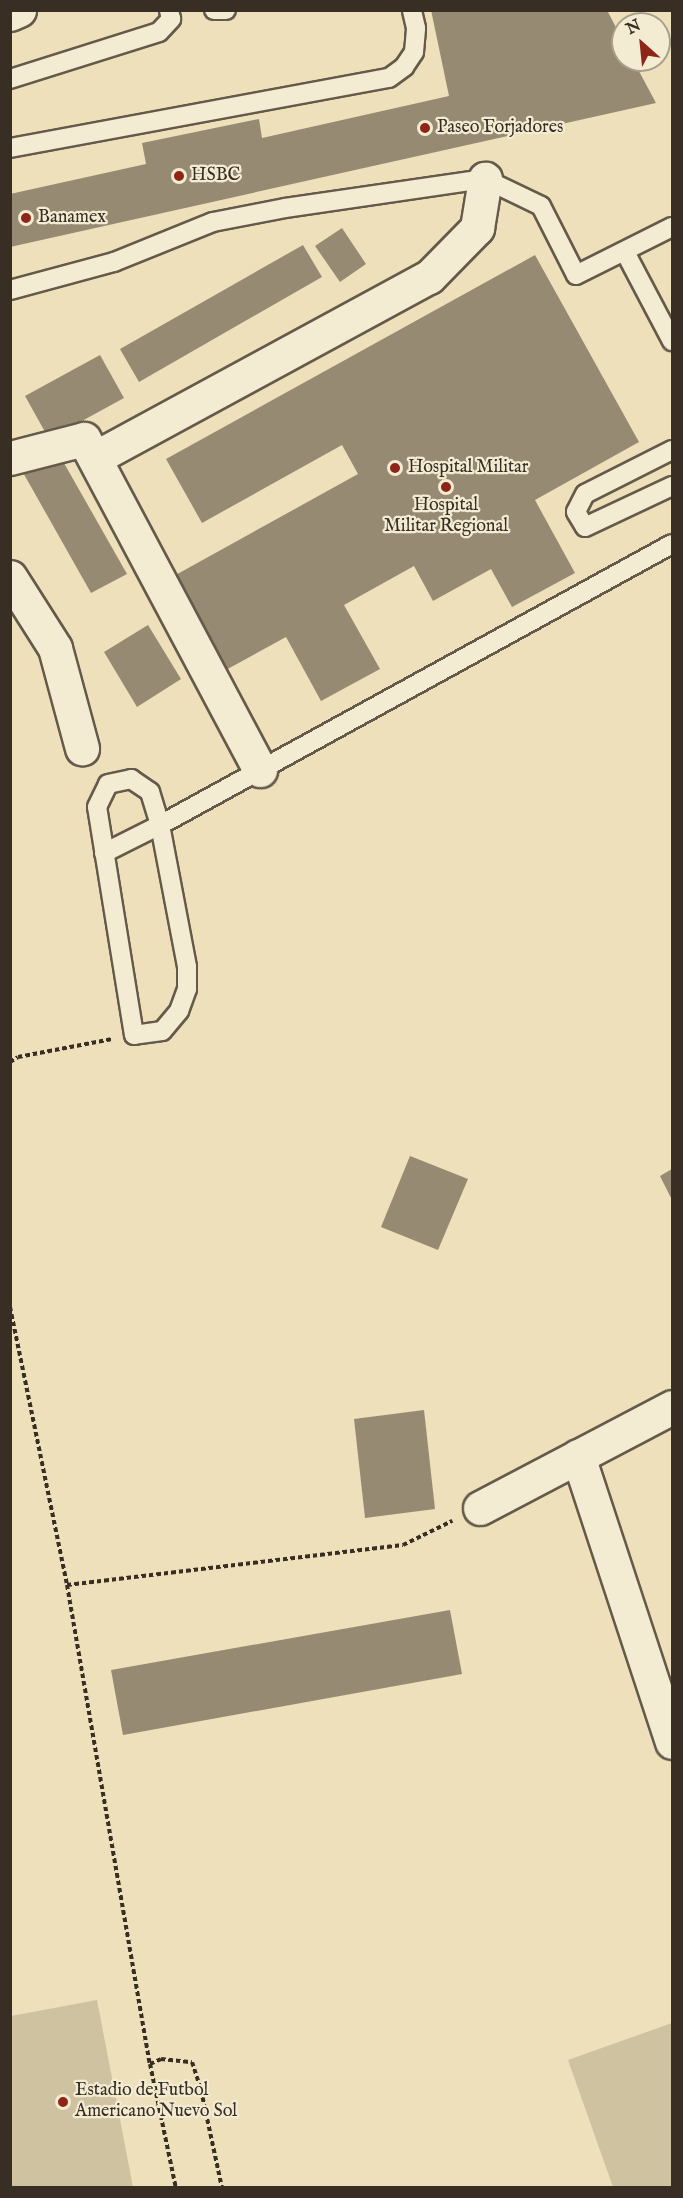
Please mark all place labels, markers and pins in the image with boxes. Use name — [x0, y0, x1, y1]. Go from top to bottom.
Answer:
place label: Paseo Forjadores — [437, 117, 563, 139]
marker: Paseo Forjadores — [418, 121, 432, 135]
place label: HSBC — [191, 165, 240, 187]
marker: HSBC — [172, 169, 186, 183]
place label: Banamex — [38, 207, 106, 229]
marker: Banamex — [19, 211, 33, 225]
place label: Hospital Militar — [408, 457, 528, 479]
marker: Hospital Militar — [386, 459, 404, 477]
marker: Hospital Militar Regional — [439, 480, 453, 494]
place label: Hospital Militar Regional — [384, 496, 508, 538]
place label: Estadio de Futbol Americano Nuevo Sol — [75, 2081, 237, 2124]
marker: Estadio de Futbol Americano Nuevo Sol — [56, 2095, 70, 2109]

> [WHAT THE TASK ASKS]:
Set down every record once more, word for word, without pictures.

> [EXPECTED ANSWER]:
Please mark all place labels, markers and pins in the image with boxes. Use name — [x0, y0, x1, y1]. Go from top to bottom.
Answer:
place label: Paseo Forjadores — [437, 117, 563, 139]
marker: Paseo Forjadores — [418, 121, 432, 135]
place label: HSBC — [191, 165, 240, 187]
marker: HSBC — [172, 169, 186, 183]
place label: Banamex — [38, 207, 106, 229]
marker: Banamex — [19, 211, 33, 225]
place label: Hospital Militar — [408, 457, 528, 479]
marker: Hospital Militar — [386, 459, 404, 477]
marker: Hospital Militar Regional — [439, 480, 453, 494]
place label: Hospital Militar Regional — [384, 496, 508, 538]
place label: Estadio de Futbol Americano Nuevo Sol — [75, 2081, 237, 2124]
marker: Estadio de Futbol Americano Nuevo Sol — [56, 2095, 70, 2109]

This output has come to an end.